Collected data:

=-=-=-=-=

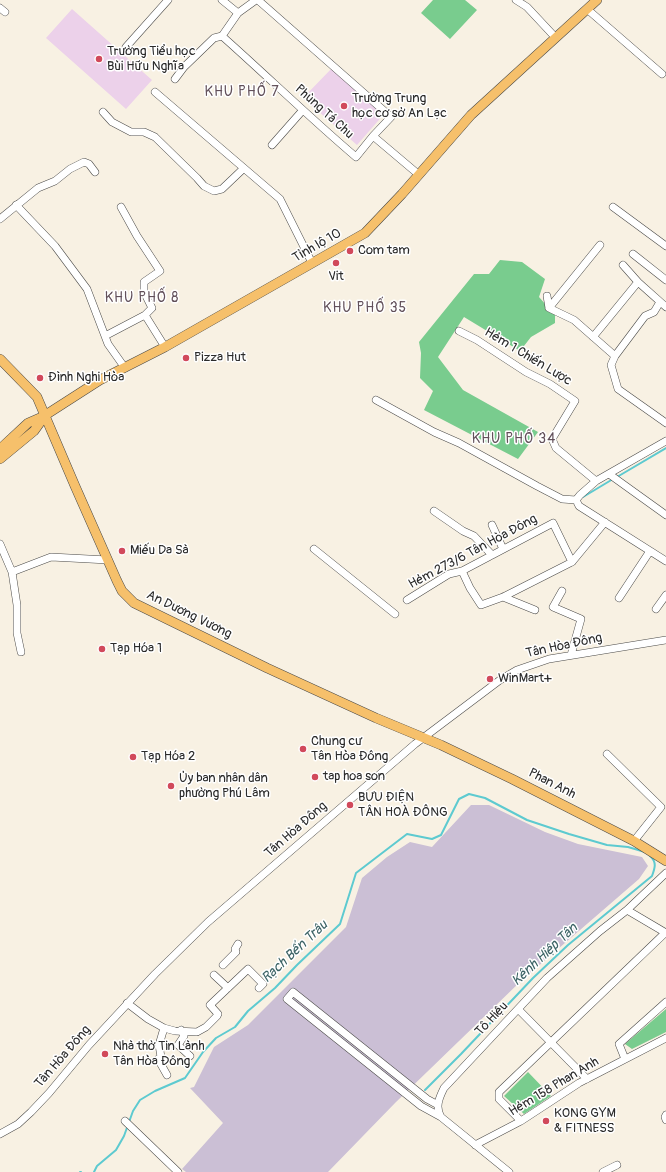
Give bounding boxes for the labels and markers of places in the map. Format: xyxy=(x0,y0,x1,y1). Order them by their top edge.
place label: Trường Tiểu học Bùi Hữu Nghĩa xyxy=(107,44,196,75)
marker: Trường Tiểu học Bùi Hữu Nghĩa xyxy=(94,54,104,64)
place label: Trường Trung học cơ sở An Lạc xyxy=(352,91,447,122)
marker: Trường Trung học cơ sở An Lạc xyxy=(339,101,349,111)
place label: Com tam xyxy=(358,243,410,259)
marker: Com tam xyxy=(345,246,355,256)
marker: Vit xyxy=(331,258,341,268)
place label: Vit xyxy=(328,269,344,285)
place label: Pizza Hut xyxy=(194,350,246,366)
marker: Pizza Hut xyxy=(181,353,191,363)
place label: Đình Nghi Hòa xyxy=(48,370,124,386)
marker: Đình Nghi Hòa xyxy=(35,373,45,383)
place label: Miếu Da Sà xyxy=(130,543,188,559)
marker: Miếu Da Sà xyxy=(117,546,127,556)
place label: Tạp Hóa 1 xyxy=(110,641,162,657)
marker: Tạp Hóa 1 xyxy=(97,644,107,654)
place label: WinMart+ xyxy=(498,671,551,687)
marker: WinMart+ xyxy=(485,674,495,684)
place label: Chung cư Tân Hòa Đông xyxy=(311,734,388,765)
marker: Chung cư Tân Hòa Đông xyxy=(298,744,308,754)
place label: Tạp Hóa 2 xyxy=(141,749,195,765)
marker: Tạp Hóa 2 xyxy=(128,752,138,762)
place label: tap hoa son xyxy=(323,769,385,785)
place label: Ủy ban nhân dân phường Phú Lâm xyxy=(179,771,270,802)
marker: tap hoa son xyxy=(310,772,320,782)
marker: Ủy ban nhân dân phường Phú Lâm xyxy=(166,781,176,791)
place label: BƯU ĐIỆN TÂN HOÀ ĐÔNG xyxy=(358,790,448,821)
marker: BƯU ĐIỆN TÂN HOÀ ĐÔNG xyxy=(345,800,355,810)
place label: Nhà thờ Tin Lành Tân Hòa Đông xyxy=(113,1039,204,1070)
marker: Nhà thờ Tin Lành Tân Hòa Đông xyxy=(100,1049,110,1059)
place label: KONG GYM & FITNESS xyxy=(554,1106,616,1137)
marker: KONG GYM & FITNESS xyxy=(541,1116,551,1126)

=-=-=-=-=

* Exercise goal *
Omitting the images, transcribe every record exactly.

* Solution for this problem *
Give bounding boxes for the labels and markers of places in the map. Format: xyxy=(x0,y0,x1,y1). Order them by their top edge.
place label: Trường Tiểu học Bùi Hữu Nghĩa xyxy=(107,44,196,75)
marker: Trường Tiểu học Bùi Hữu Nghĩa xyxy=(94,54,104,64)
place label: Trường Trung học cơ sở An Lạc xyxy=(352,91,447,122)
marker: Trường Trung học cơ sở An Lạc xyxy=(339,101,349,111)
place label: Com tam xyxy=(358,243,410,259)
marker: Com tam xyxy=(345,246,355,256)
marker: Vit xyxy=(331,258,341,268)
place label: Vit xyxy=(328,269,344,285)
place label: Pizza Hut xyxy=(194,350,246,366)
marker: Pizza Hut xyxy=(181,353,191,363)
place label: Đình Nghi Hòa xyxy=(48,370,124,386)
marker: Đình Nghi Hòa xyxy=(35,373,45,383)
place label: Miếu Da Sà xyxy=(130,543,188,559)
marker: Miếu Da Sà xyxy=(117,546,127,556)
place label: Tạp Hóa 1 xyxy=(110,641,162,657)
marker: Tạp Hóa 1 xyxy=(97,644,107,654)
place label: WinMart+ xyxy=(498,671,551,687)
marker: WinMart+ xyxy=(485,674,495,684)
place label: Chung cư Tân Hòa Đông xyxy=(311,734,388,765)
marker: Chung cư Tân Hòa Đông xyxy=(298,744,308,754)
place label: Tạp Hóa 2 xyxy=(141,749,195,765)
marker: Tạp Hóa 2 xyxy=(128,752,138,762)
place label: tap hoa son xyxy=(323,769,385,785)
place label: Ủy ban nhân dân phường Phú Lâm xyxy=(179,771,270,802)
marker: tap hoa son xyxy=(310,772,320,782)
marker: Ủy ban nhân dân phường Phú Lâm xyxy=(166,781,176,791)
place label: BƯU ĐIỆN TÂN HOÀ ĐÔNG xyxy=(358,790,448,821)
marker: BƯU ĐIỆN TÂN HOÀ ĐÔNG xyxy=(345,800,355,810)
place label: Nhà thờ Tin Lành Tân Hòa Đông xyxy=(113,1039,204,1070)
marker: Nhà thờ Tin Lành Tân Hòa Đông xyxy=(100,1049,110,1059)
place label: KONG GYM & FITNESS xyxy=(554,1106,616,1137)
marker: KONG GYM & FITNESS xyxy=(541,1116,551,1126)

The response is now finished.